• pjcrout (7/15/2011)


    Tom,

    Firstly, great article. I actually stumbled onto it after reading your 2NF article via the link back here, and wanted to start from the beginning. Glad I did 😉

    After reading, I was like "Wow... Good times..."

    Thanks for that - every comment like that encourages me to keep on writing.

    Then, after reading the comments, I was like "Aww... Bad Times..."

    I will echo others in saying: Good job defending you stance. The scrutiny has been, at times, excessive (I thought), but I think you really made some great points both in your article and your replies. Honestly, coming from an App Dev background into this realm of DBAs, the article definitely helped put the concept of normal forms under a more focused lens for me (all theoretical nuance squabbling aside).

    I don't think anything was actually excessive - it's all fair comment and debate. I'm glad though to hear that you thought I did a good job in defending my position. I came from an mathematician and app developer background into database research, and after a lot of other things (largely not DB related) into doing the DBA thing as well as much else (a couple of "you name it, I do it" jobs), which I think is very like coming from a developer background into the DBA realm so we probably have a lot of ideas in common. Anyway, I am trying to write for practical DBAs who got into that role accidentally (as I did) and not for the theorists. I do find it an advantage to know some of the theoretical nuances too, though - it save a lot of trouble when designing a schema.

    I also liked how you addressed the concept of context as it relates to "atomicity". So many data elements that we take for granted as being "simple" in nature rarely ever are (one nit that went unpicked: Full Name... atomic? yes/no/may-be-so), and are in fact themselves hierarchical arrays of data carried over from "real life" attempts at bringing a measure of order to The Chaos. I definitely think it was an important point to raise. I think using terms like "atomic" and "natural" in all this lingo tends to get us thinking to abstract and we forget that we're not actually talking about the indestructible, elemental entities of the cosmos.

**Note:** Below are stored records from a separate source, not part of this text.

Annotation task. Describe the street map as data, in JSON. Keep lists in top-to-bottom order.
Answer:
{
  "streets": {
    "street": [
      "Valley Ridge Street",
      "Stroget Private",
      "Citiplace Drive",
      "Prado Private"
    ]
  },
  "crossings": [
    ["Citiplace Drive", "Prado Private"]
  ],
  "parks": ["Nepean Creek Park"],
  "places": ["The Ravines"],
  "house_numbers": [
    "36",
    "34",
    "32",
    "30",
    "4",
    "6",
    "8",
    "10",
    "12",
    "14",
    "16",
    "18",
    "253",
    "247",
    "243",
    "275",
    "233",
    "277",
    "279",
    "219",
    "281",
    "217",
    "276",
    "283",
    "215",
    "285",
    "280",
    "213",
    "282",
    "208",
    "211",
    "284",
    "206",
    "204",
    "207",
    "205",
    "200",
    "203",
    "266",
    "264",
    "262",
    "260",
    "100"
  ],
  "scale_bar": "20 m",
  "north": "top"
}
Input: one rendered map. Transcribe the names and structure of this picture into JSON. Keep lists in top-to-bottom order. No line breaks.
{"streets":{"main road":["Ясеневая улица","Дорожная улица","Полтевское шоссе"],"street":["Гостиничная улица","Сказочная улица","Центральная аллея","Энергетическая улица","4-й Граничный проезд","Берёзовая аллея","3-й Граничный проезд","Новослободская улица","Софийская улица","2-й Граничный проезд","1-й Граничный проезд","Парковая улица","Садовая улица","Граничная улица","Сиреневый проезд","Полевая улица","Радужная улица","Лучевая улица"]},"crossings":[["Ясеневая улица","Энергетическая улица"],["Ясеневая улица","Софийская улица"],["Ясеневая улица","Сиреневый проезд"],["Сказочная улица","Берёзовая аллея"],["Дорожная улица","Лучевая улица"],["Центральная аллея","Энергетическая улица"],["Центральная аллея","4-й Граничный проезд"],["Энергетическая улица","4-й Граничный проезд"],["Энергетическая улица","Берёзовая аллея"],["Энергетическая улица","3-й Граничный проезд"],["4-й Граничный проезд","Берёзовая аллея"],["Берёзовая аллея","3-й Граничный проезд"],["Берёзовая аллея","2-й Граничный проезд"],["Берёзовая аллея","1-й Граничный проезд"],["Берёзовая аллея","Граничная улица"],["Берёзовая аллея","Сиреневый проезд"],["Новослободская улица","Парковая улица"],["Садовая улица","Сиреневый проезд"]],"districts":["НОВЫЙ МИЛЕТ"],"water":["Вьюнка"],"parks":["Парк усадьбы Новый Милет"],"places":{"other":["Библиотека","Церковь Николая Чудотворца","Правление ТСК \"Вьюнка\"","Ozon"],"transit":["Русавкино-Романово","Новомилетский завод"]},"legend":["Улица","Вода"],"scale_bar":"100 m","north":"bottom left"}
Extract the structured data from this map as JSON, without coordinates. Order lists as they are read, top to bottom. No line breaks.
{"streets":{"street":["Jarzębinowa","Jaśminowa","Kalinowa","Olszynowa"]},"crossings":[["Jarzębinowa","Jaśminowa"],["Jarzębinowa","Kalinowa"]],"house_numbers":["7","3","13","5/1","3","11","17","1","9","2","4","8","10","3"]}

    Ted Codd, who introduced the atomicity idea into relational database theory (which he invented, of course) didn't use the term "atomic" in his early writingss. Instead he said "simple". I like that term (indeed I prefer it to atomic, because atomic doesn't properly reflect his insistence - which I absolutely believe was correct - on sticking to a first order relational calculus) but I don't use it because sticking to "atomic" usually gets me into fewer silly arguments (I'm very lazy, so avoiding pointless arguments is one of my prime objectives).

    These data elements are, more often than not, just a bunch of non-sense concocted by a band of numb-skulls (and I do not exclude myself from being a subset of that domain) 😛

    Join the club - I'm definitely a member of that domain:-D

    Premise: Humans are imprecise, inaccurate, and to some degree unpredictable. For that reason, they are incapable of existing within a "perfect" system, because it would be too rigid, leaving no tolerance for error (which humans generate with great proficiency).

    Dilemma:

    - For the system to function properly it should be perfect

    > (i.e. - in perfect adherence with "the rules". Note: Rules created by who? Exactly.)

    - If the system is perfect it doesn't work

    Summary:

    As The Architect put it, "The problem ... is choice." Or to put it a different way (and I think more accurately): The problem is human error. Because in the world of 1 and 0, true and false, right and wrong... Choice is an illusion, and in the end you are either right or wrong. In adherence or in error.

    That only works if logic is restricted to black and white (true and false, no other possibilities). Constructive mathematicians work in a world where there are infinitely many shades of grey. Even non-constructivists are happy to use all sorts of MVLs instead of classical two valued logic (the difference between them and constructivists is that the constructivists refuse to use the 2VL black-and-white logic, because they (or we - I'm not admitting to be on either side of that debate) believe it just doesn't work). Relational Database theoreticians have a similar division - anti-MVL and pro-MVL; it's kind of sad that in the Relational Database world they don't respect each other's positions, unlike the situation in mathematics.